*To do*
Word for word, retype the records below.

*Material for this task*
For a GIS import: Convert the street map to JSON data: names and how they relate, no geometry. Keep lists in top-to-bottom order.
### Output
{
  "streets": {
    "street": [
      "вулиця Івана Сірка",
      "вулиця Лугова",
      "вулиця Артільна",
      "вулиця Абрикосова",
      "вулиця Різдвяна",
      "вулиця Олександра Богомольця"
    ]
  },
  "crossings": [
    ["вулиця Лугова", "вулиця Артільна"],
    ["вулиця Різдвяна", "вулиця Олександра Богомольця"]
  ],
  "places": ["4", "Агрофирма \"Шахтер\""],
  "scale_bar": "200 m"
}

*Task output*
For a GIS import: Convert the street map to JSON data: names and how they relate, no geometry. Keep lists in top-to-bottom order.
### Output
{
  "streets": {
    "street": [
      "вулиця Івана Сірка",
      "вулиця Лугова",
      "вулиця Артільна",
      "вулиця Абрикосова",
      "вулиця Різдвяна",
      "вулиця Олександра Богомольця"
    ]
  },
  "crossings": [
    ["вулиця Лугова", "вулиця Артільна"],
    ["вулиця Різдвяна", "вулиця Олександра Богомольця"]
  ],
  "places": ["4", "Агрофирма \"Шахтер\""],
  "scale_bar": "200 m"
}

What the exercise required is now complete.